◆ What the exercise asks ◆
A line containing "Give me a JSON" appears in the material below. Return exactly every line from the first through that one, and only those.

◆ Data shown ◆
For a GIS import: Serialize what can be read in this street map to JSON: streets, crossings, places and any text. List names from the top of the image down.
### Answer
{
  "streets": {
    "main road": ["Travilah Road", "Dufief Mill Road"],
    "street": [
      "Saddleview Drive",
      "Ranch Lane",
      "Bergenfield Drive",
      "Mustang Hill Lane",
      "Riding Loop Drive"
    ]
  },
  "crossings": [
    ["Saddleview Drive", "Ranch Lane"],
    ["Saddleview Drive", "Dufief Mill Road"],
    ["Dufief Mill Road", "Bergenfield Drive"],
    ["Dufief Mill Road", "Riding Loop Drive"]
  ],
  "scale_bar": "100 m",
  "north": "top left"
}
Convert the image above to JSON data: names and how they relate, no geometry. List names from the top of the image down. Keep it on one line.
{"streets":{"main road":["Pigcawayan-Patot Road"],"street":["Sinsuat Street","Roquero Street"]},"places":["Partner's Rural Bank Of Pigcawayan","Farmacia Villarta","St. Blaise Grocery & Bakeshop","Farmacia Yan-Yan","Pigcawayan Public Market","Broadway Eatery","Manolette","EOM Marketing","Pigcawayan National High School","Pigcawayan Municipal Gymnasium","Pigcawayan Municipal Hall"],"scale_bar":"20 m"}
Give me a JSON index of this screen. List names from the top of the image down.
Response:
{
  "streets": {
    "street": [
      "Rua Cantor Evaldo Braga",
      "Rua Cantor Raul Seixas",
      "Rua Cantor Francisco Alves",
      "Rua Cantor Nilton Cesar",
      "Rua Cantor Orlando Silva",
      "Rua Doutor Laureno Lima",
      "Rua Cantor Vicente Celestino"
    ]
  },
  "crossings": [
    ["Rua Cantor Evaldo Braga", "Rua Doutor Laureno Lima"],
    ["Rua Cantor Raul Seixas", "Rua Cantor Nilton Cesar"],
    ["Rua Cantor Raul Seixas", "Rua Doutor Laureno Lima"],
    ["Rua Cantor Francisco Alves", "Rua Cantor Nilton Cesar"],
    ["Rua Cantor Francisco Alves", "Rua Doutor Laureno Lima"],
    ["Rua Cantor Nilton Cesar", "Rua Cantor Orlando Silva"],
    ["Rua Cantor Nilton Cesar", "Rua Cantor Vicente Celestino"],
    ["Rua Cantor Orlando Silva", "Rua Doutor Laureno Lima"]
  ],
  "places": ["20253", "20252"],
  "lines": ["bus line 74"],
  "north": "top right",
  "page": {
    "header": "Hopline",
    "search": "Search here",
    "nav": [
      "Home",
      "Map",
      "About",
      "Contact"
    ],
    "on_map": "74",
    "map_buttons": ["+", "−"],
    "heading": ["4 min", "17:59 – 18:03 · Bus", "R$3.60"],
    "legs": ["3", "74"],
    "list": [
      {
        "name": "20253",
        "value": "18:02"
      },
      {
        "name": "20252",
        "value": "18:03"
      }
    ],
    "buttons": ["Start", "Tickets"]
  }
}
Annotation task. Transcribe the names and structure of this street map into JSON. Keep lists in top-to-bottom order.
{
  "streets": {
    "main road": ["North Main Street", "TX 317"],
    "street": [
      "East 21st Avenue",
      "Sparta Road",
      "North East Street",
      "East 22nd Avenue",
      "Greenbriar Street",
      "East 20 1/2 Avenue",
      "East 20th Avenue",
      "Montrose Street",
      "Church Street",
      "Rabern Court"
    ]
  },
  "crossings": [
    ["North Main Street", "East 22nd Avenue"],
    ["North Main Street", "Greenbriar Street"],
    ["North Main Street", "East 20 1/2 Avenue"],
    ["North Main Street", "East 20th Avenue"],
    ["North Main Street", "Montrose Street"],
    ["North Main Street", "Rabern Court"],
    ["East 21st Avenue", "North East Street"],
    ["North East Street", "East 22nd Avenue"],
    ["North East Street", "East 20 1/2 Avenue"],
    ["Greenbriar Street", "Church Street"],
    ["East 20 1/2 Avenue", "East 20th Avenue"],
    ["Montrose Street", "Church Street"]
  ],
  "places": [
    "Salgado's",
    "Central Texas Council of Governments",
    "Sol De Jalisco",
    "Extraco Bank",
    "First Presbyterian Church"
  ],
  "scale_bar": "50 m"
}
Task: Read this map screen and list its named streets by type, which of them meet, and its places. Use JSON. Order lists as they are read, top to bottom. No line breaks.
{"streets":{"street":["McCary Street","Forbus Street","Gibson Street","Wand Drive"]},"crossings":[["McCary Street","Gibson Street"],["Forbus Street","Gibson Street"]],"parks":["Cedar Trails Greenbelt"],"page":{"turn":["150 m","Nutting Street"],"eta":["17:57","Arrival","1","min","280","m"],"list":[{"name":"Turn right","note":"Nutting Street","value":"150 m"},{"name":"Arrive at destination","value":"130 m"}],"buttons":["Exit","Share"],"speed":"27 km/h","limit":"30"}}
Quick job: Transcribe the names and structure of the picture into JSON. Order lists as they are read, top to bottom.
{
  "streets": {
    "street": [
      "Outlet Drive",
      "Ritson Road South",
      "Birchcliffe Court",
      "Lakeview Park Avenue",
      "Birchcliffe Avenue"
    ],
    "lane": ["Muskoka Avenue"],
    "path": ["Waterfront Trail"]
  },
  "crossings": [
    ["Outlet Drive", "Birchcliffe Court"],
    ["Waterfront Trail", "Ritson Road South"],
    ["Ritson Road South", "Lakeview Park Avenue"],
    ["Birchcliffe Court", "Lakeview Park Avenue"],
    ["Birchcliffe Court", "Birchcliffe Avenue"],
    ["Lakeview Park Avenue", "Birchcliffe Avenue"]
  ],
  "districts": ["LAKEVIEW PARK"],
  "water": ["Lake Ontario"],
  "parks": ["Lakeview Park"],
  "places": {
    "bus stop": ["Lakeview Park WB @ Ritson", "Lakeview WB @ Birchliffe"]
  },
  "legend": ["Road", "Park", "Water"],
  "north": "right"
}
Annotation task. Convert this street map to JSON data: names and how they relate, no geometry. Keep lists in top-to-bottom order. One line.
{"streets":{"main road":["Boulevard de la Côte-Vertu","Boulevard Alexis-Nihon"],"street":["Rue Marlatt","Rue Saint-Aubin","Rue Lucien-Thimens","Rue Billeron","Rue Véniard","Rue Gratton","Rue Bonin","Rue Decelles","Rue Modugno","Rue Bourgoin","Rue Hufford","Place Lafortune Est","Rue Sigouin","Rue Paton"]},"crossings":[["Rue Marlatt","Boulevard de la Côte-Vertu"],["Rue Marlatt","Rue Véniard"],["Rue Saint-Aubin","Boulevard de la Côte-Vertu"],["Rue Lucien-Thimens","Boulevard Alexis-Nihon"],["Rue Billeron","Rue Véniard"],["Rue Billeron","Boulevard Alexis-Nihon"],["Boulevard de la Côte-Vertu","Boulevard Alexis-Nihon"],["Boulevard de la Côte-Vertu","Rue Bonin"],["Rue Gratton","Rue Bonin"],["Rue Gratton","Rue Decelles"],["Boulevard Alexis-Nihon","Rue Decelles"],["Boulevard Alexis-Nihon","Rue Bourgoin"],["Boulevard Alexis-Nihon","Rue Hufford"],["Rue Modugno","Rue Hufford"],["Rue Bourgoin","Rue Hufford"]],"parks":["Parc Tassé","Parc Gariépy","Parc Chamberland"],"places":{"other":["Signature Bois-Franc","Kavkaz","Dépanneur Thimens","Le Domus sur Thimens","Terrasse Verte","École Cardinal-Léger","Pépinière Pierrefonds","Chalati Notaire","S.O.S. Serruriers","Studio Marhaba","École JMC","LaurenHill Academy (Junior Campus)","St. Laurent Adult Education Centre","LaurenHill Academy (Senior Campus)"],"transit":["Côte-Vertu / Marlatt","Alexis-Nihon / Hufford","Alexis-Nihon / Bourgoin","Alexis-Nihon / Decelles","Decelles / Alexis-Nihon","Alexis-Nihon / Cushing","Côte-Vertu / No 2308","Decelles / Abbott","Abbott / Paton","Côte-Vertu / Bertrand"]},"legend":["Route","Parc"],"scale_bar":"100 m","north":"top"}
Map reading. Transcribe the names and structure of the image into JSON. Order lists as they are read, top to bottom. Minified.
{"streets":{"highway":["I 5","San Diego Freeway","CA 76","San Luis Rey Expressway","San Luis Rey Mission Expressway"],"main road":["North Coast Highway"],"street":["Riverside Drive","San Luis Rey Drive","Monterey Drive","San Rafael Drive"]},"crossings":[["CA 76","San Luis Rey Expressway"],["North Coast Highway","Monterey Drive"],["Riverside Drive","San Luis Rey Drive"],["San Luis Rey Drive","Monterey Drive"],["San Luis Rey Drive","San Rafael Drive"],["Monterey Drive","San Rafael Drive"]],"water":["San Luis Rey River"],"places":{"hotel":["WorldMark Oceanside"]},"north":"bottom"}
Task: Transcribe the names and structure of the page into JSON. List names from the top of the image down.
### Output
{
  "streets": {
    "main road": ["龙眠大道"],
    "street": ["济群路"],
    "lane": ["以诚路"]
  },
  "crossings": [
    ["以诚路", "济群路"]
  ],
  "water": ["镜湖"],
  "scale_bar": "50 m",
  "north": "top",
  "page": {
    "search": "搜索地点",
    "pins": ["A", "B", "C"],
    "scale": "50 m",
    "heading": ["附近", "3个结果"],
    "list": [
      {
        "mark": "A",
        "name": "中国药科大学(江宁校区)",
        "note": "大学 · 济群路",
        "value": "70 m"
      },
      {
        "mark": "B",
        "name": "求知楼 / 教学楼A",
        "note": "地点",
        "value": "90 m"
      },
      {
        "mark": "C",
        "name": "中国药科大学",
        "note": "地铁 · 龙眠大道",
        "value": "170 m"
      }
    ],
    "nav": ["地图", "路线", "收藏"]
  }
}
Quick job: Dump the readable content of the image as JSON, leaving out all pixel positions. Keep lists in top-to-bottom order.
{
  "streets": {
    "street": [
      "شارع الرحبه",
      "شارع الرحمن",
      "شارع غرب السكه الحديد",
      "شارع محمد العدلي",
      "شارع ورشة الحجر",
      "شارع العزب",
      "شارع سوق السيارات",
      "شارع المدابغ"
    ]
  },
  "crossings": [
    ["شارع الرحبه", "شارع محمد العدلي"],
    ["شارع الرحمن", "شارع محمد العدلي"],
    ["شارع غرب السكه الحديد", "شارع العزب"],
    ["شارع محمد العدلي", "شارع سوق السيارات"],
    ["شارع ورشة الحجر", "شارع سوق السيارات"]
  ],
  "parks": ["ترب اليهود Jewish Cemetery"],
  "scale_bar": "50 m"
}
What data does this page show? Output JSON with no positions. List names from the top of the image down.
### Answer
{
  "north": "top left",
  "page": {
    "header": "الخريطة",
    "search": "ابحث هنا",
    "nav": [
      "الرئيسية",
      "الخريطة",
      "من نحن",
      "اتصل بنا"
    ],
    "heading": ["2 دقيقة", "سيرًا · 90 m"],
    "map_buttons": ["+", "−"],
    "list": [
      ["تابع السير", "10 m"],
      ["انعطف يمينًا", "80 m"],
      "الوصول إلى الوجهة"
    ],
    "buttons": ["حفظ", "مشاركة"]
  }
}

◆ Task answer ◆
For a GIS import: Serialize what can be read in this street map to JSON: streets, crossings, places and any text. List names from the top of the image down.
### Answer
{
  "streets": {
    "main road": ["Travilah Road", "Dufief Mill Road"],
    "street": [
      "Saddleview Drive",
      "Ranch Lane",
      "Bergenfield Drive",
      "Mustang Hill Lane",
      "Riding Loop Drive"
    ]
  },
  "crossings": [
    ["Saddleview Drive", "Ranch Lane"],
    ["Saddleview Drive", "Dufief Mill Road"],
    ["Dufief Mill Road", "Bergenfield Drive"],
    ["Dufief Mill Road", "Riding Loop Drive"]
  ],
  "scale_bar": "100 m",
  "north": "top left"
}
Convert the image above to JSON data: names and how they relate, no geometry. List names from the top of the image down. Keep it on one line.
{"streets":{"main road":["Pigcawayan-Patot Road"],"street":["Sinsuat Street","Roquero Street"]},"places":["Partner's Rural Bank Of Pigcawayan","Farmacia Villarta","St. Blaise Grocery & Bakeshop","Farmacia Yan-Yan","Pigcawayan Public Market","Broadway Eatery","Manolette","EOM Marketing","Pigcawayan National High School","Pigcawayan Municipal Gymnasium","Pigcawayan Municipal Hall"],"scale_bar":"20 m"}
Give me a JSON index of this screen. List names from the top of the image down.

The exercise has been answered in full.